▶ Task prompt:
The first line of the listing opens the range and the line with "0 #aca085) drop-shadow(-2px" closes it; repeat those lines and all between them word for word, leaving out the pictures.

▶ Data extract:
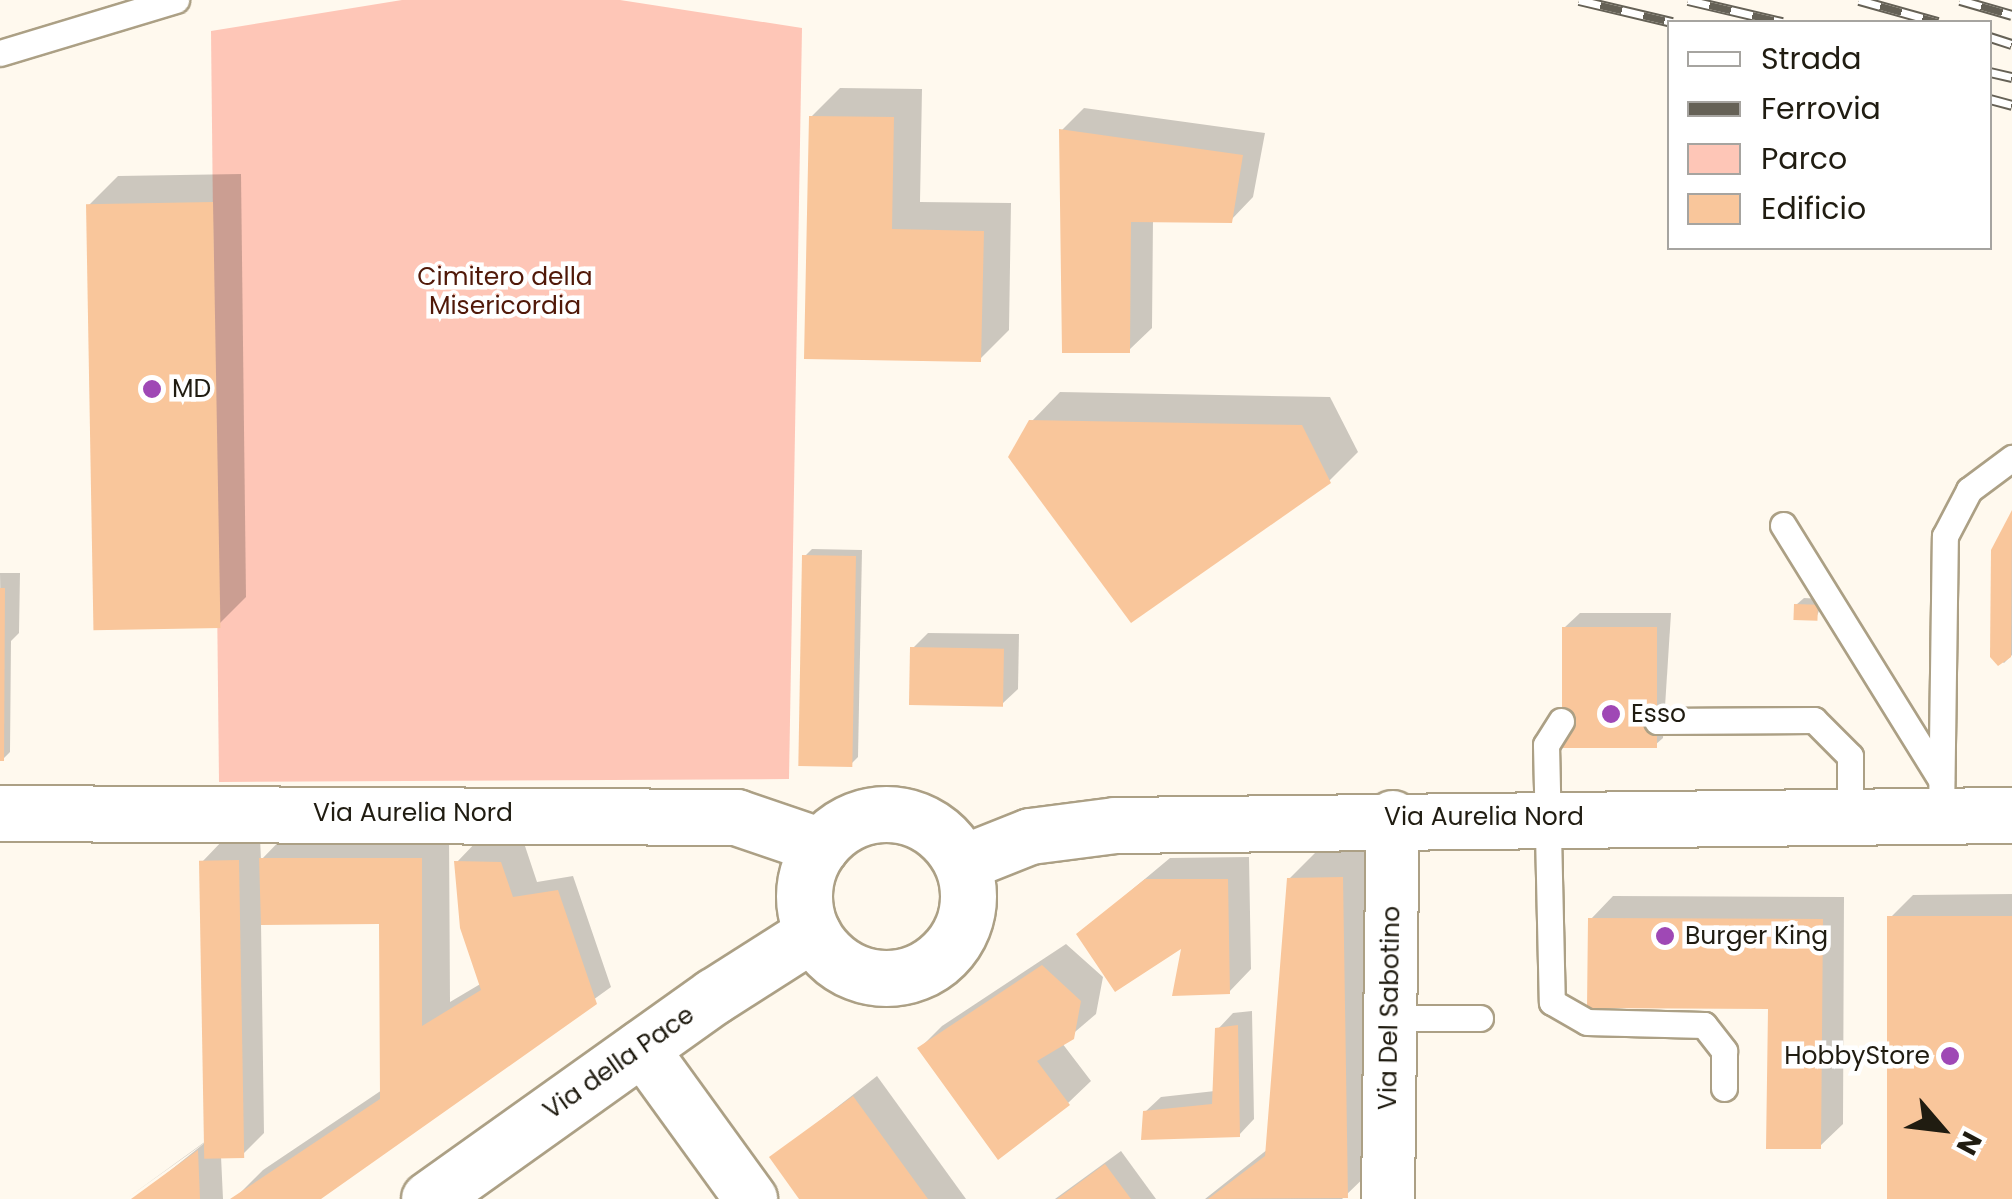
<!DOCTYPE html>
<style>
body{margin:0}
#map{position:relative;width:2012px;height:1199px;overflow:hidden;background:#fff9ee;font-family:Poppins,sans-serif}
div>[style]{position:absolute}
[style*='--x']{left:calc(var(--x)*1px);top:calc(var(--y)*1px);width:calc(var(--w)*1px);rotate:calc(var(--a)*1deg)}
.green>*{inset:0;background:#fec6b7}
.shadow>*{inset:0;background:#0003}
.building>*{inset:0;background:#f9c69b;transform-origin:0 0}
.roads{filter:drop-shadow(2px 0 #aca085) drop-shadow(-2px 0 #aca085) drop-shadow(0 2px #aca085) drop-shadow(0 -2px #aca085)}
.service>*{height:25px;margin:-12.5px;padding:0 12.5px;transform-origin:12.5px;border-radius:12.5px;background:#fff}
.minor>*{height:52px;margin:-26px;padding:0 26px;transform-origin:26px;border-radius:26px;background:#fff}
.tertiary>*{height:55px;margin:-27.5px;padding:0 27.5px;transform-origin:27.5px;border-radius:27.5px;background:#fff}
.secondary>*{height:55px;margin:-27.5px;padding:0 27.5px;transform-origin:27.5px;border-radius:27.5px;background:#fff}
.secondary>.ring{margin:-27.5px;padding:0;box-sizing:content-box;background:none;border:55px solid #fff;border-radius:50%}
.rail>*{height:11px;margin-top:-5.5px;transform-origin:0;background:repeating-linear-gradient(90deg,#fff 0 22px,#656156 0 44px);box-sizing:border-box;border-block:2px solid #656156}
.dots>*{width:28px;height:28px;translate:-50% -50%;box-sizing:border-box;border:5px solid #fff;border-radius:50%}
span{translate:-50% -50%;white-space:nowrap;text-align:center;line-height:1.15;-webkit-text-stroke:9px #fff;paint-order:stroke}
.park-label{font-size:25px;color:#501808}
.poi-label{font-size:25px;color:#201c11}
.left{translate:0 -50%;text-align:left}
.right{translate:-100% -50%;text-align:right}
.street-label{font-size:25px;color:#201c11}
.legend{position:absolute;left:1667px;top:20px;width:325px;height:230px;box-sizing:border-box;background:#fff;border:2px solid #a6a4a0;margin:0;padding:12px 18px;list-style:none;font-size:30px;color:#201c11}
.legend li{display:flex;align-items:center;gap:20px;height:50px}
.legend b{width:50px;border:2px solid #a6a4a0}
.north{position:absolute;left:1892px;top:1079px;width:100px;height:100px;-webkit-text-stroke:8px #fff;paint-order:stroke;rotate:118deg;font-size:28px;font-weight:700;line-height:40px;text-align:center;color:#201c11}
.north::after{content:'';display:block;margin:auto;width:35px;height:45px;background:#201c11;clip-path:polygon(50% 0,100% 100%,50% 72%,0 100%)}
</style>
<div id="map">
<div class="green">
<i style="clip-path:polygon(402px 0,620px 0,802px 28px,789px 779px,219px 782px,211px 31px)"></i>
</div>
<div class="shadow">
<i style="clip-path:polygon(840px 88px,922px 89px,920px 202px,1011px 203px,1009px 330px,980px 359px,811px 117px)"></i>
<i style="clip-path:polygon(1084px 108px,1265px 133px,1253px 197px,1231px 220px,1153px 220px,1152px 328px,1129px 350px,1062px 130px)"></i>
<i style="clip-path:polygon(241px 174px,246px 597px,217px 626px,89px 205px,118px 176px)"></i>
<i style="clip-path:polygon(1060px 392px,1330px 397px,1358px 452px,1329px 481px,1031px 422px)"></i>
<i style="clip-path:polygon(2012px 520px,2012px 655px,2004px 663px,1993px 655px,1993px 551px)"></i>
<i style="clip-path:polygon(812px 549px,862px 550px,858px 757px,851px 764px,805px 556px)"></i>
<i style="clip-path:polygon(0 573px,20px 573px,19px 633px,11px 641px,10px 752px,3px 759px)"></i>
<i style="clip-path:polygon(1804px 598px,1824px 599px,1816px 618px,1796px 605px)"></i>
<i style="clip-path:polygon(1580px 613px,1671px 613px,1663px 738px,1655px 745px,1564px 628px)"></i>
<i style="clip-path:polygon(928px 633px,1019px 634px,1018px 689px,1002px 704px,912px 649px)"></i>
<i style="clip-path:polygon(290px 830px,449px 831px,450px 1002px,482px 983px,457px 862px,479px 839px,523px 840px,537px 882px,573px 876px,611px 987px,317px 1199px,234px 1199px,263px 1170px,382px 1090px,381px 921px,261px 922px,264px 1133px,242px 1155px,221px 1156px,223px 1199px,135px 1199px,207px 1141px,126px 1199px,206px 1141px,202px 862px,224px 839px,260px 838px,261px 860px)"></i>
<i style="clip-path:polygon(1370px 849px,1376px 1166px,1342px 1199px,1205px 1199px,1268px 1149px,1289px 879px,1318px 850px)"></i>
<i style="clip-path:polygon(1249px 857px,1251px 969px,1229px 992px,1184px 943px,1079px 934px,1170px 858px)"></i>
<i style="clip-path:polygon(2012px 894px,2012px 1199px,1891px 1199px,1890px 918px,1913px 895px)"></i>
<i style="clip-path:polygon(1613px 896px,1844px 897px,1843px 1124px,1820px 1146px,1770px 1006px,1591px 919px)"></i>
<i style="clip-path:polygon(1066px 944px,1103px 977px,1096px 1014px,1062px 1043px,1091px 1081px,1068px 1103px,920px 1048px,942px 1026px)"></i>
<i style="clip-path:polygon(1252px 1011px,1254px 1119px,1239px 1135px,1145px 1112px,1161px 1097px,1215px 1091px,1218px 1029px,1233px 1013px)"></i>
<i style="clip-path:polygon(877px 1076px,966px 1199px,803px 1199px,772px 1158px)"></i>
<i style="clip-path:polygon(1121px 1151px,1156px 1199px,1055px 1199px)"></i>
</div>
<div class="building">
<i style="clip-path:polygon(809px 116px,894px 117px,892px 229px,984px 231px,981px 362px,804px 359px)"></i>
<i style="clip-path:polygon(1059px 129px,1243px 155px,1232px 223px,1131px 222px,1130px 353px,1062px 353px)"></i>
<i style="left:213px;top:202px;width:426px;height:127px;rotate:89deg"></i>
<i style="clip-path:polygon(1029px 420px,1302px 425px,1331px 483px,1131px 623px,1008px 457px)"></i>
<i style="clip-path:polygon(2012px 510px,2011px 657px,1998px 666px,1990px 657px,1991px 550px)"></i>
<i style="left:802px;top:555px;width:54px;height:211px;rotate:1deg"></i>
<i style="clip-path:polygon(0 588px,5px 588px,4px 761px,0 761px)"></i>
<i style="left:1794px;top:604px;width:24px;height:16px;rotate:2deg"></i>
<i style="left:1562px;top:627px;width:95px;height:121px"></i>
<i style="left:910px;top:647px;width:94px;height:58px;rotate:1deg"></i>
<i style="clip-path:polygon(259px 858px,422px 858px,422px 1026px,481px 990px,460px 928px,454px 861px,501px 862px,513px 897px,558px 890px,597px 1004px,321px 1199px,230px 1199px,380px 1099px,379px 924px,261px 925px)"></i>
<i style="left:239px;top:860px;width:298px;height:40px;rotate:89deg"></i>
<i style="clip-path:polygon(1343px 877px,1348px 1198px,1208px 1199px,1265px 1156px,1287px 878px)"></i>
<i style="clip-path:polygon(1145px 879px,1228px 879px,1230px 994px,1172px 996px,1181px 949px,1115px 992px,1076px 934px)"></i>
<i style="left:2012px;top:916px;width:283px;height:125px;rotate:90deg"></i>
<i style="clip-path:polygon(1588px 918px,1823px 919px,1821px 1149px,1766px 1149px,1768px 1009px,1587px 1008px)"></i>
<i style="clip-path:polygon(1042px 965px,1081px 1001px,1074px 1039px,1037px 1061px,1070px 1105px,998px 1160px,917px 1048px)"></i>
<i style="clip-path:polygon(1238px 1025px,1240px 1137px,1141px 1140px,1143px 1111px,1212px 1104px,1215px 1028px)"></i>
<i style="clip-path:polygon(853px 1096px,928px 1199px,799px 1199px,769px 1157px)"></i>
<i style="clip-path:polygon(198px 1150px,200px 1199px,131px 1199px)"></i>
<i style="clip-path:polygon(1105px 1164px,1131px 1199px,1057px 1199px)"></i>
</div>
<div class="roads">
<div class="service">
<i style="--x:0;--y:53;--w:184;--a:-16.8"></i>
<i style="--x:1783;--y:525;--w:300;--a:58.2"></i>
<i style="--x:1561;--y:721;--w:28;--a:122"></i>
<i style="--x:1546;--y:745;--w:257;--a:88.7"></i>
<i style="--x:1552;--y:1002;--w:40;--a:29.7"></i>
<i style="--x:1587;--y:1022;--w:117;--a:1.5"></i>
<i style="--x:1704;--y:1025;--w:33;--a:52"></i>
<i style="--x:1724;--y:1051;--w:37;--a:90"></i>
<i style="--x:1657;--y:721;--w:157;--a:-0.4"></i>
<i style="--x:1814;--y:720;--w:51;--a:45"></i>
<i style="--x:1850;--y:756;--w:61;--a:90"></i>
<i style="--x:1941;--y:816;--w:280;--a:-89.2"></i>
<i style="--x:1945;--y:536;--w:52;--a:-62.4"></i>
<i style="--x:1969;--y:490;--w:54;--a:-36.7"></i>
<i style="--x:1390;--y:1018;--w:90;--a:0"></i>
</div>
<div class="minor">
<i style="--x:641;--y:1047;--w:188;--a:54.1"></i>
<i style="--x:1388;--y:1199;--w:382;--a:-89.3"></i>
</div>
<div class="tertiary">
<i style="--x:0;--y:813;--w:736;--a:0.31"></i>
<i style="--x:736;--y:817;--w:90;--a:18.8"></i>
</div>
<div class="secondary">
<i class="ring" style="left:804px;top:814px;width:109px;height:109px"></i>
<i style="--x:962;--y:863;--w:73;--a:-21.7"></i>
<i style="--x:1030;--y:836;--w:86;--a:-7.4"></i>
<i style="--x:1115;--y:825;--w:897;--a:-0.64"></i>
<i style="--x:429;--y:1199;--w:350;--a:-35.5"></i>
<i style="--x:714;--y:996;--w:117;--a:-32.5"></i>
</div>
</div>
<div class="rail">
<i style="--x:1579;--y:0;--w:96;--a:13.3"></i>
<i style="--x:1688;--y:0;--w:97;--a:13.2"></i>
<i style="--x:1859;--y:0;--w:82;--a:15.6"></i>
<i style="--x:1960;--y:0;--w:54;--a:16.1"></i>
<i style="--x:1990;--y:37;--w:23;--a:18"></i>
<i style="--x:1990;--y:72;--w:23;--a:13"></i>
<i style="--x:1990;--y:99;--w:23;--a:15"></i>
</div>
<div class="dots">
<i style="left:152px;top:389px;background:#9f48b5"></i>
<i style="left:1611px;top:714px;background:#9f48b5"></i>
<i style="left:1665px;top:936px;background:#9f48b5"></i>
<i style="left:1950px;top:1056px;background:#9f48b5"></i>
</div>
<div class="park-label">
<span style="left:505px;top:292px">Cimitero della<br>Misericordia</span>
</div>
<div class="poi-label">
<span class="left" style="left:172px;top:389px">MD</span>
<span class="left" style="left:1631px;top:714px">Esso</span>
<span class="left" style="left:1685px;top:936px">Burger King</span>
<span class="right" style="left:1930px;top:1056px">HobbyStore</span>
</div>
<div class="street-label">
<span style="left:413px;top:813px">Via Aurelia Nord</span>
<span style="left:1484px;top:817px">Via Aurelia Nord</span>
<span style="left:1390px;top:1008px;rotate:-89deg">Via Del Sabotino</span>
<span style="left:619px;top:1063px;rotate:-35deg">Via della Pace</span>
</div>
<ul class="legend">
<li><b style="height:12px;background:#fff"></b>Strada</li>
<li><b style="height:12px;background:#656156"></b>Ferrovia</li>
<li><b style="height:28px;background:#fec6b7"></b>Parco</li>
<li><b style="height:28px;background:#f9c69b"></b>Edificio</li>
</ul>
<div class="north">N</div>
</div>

▶ Answer to this exercise:
<!DOCTYPE html>
<style>
body{margin:0}
#map{position:relative;width:2012px;height:1199px;overflow:hidden;background:#fff9ee;font-family:Poppins,sans-serif}
div>[style]{position:absolute}
[style*='--x']{left:calc(var(--x)*1px);top:calc(var(--y)*1px);width:calc(var(--w)*1px);rotate:calc(var(--a)*1deg)}
.green>*{inset:0;background:#fec6b7}
.shadow>*{inset:0;background:#0003}
.building>*{inset:0;background:#f9c69b;transform-origin:0 0}
.roads{filter:drop-shadow(2px 0 #aca085) drop-shadow(-2px 0 #aca085) drop-shadow(0 2px #aca085) drop-shadow(0 -2px #aca085)}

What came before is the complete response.